Incredibly flexible and modular as Drupal is, we’ve found several consistent issues come up with our clients when they actually get their hands on their new web site. Especially once they start content editing and site management in earnest. The element I’m referring to is the content management aspect of Drupal. There is some functionality that editors just expect in a CMS system particularly if they have a background working with other CMS systems, or Drupal is replacing a legacy system. I’d recommend everyone who develops for a CMS such as Drupal has experience of at least 2 or 3 other CMS’, even if that is just downloading them and seeing how they behave out of the box and how they create and edit content.
I should start by explaining what I mean by content management. To me this is:
- Creating, editing and removing content from a website
- WYSIWYG editing
- Managing media and file attachments, such as: images, PDFs, videos and audio
- Managing the links in content areas between content and from content to media and maintaining site consistency e.g. stopping dead links when pages are deleted
- Managing revisions and workflow
I should also make it clear I’m talking from the point of view of content editors or authors, and not administrators or other power users.
Obviously the first point is well provisioned in core, but all of the others are lacking with a vanilla Drupal install. While most of this functionality is available in one form or another through the addition of contrib modules, there are places where this falls down or has an awful user experience as these have been bolted around the core functionality. You can easily end up with a hodgepodge of modules all to do what I and many people consider out of the box CMS functionality. Worse still is that some of these modules don’t play well together and you end up with some weird bugs and some peculiar issues.

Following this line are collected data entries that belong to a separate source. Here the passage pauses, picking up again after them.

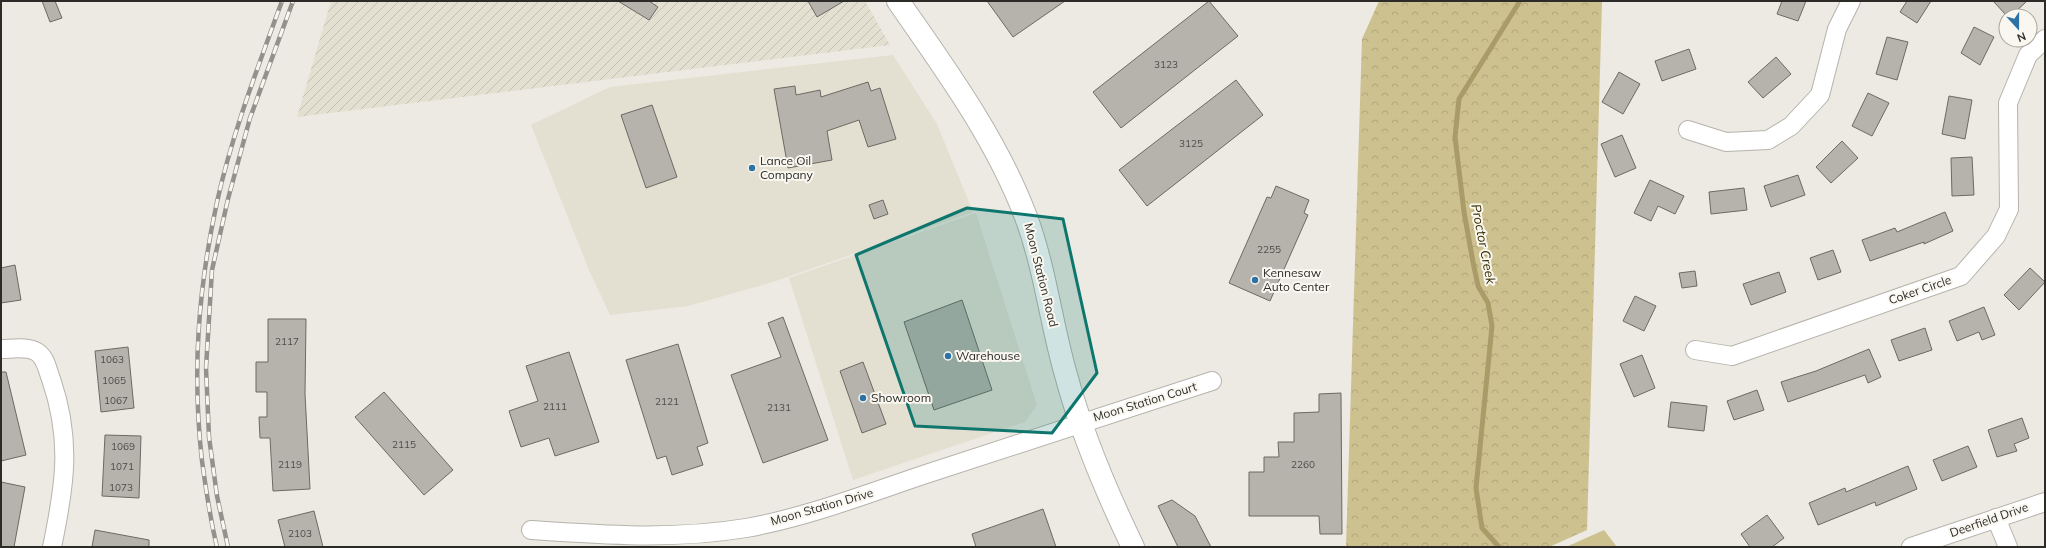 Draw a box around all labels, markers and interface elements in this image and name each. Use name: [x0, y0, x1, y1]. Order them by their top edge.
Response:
north arrow: [1998, 8, 2038, 48]
text: N: [2015, 29, 2028, 45]
house number: 3123: [1154, 58, 1178, 71]
house number: 3125: [1179, 137, 1203, 150]
place label: Lance Oil Company: [760, 153, 814, 182]
marker: Lance Oil Company: [747, 163, 757, 173]
water label: Proctor Creek: [1468, 203, 1500, 286]
street label: Moon Station Road: [1021, 221, 1062, 328]
house number: 2255: [1257, 243, 1281, 256]
place label: Kennesaw Auto Center: [1263, 265, 1330, 294]
street label: Coker Circle: [1886, 272, 1953, 307]
marker: Kennesaw Auto Center: [1250, 275, 1260, 285]
house number: 2117: [275, 335, 299, 348]
place label: Warehouse: [956, 348, 1020, 363]
marker: Warehouse: [943, 351, 953, 361]
house number: 1063: [100, 353, 124, 366]
house number: 1065: [102, 374, 126, 387]
street label: Moon Station Court: [1091, 379, 1198, 424]
place label: Showroom: [871, 390, 931, 405]
marker: Showroom: [858, 393, 868, 403]
house number: 1067: [104, 394, 128, 407]
house number: 2121: [655, 395, 679, 408]
house number: 2111: [543, 400, 567, 413]
house number: 2131: [767, 401, 791, 414]
house number: 2115: [392, 438, 416, 451]
house number: 1069: [111, 440, 135, 453]
house number: 2119: [278, 458, 302, 471]
house number: 2260: [1291, 458, 1315, 471]
house number: 1071: [110, 460, 134, 473]
house number: 1073: [109, 481, 133, 494]
street label: Moon Station Drive: [769, 485, 875, 528]
street label: Deerfield Drive: [1947, 499, 2030, 540]
house number: 2103: [288, 527, 312, 540]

How should we go about resolving this? These are my thoughts:
WYSIWYG editing
I think that firstly the WYSIWYG module should be in core. Not only that but for most of this, I think the best solution would involve selecting one of the two main WYSIWYG editors to use in core, either TinyMCE or CKEditor. It seems crazy to me that so much work goes into trying to make a generic system so that any editor can be supported, when that time could be spent on making the WYSIWYG editor experience awesome. End users don’t care what editor they’re using they just want to get their content onto the website, quickly with all the formatting, imagery they need. Anything that makes this difficult puts people off using the CMS and by consequence makes the website worst, either less frequently updated or left to a few people in the organisation who take the time to learn the system.
Although this won’t appeal to everyone, people with use cases that require other WYSIWYG editors, or no WYSIWYG editor can disable the module and implement their own. I think having this out of the box would make the learning curve to getting a basic website up and running minimal, as I suspect this is one of the first things any new Drupal user tries to setup.
Configuring the editor should also be simple, content editors shouldn’t need to know about filters, and enabling an option for the editor should allow it through on the filters.
Managing media and file attachments
Drupal should have files and media in core, in such a way that you can quickly upload images to the website and add them into content, inline, with or without captions on images. The ideal experience would be to do this through the WYSIWYG editor. Even if the images are stored as nodes, it should be possible to have an inline media upload that creates the node and requires the user to fill in any fields or other data required on the node to upload the image. If the image you want is attached to another node you should be able to browse or search the media library to find the file and attach it, again through an interface in the WYSIWYG editor. The same should be true for file attachments, videos, audio, etc.
Managing the links in content areas between content and from content to media and maintaining site consistenc.
Another key content management feature is linking between pages, it should be possible to link to another page on the site in content areas. This would need some sort of popup with browse and search options to find the content page to link to. Currently something like node_picker will do this, although my last experiment with that module found it to be quite buggy. This may not be a problem with the latest version.
The other problem exists that these links are unmanaged, Drupal doesn’t examine the html blobs that exist in content so it isn’t aware that content A links to content B. Or content A contains image C. Because of this it’s possible to change a URL alias or delete an image or page that is being linked to from elsewhere on the site. Other CMS’ manage this in a variety of different ways. Some prevent you from deleting a page that is linked to from elsewhere until the links are removed or repointed, or at least warn you that page A is linking to this page so you know you are creating dead links.
This becomes quite a complex issue to deal with. Do we parse the HTML and update a table of which pages are linked to from this current page? Do we search for links in the pages of the site when deleting or moving a page or media item, which sounds like a bad ideas to me? Do we store links as tokens in the page and create the html when the node is viewed, not outputting the link if the page being linked to no longer exists?
Managing revisions and workflow
This is something that is probably better suited to a contrib module as I think it’s a more advanced CMS requirement. My first thought was the content_moderation module, but having seen Workbench at Drupalcon London, I think that module meets all the requirements I had for this element. My fundamental requirement is a way of editing content without it immediately going live, and without making the page unpublished. Especially for large edits which may be completed in several visits to the page. In addition to this extending workflow to have approval steps before new content to go live is a common requirement on large CMS sites.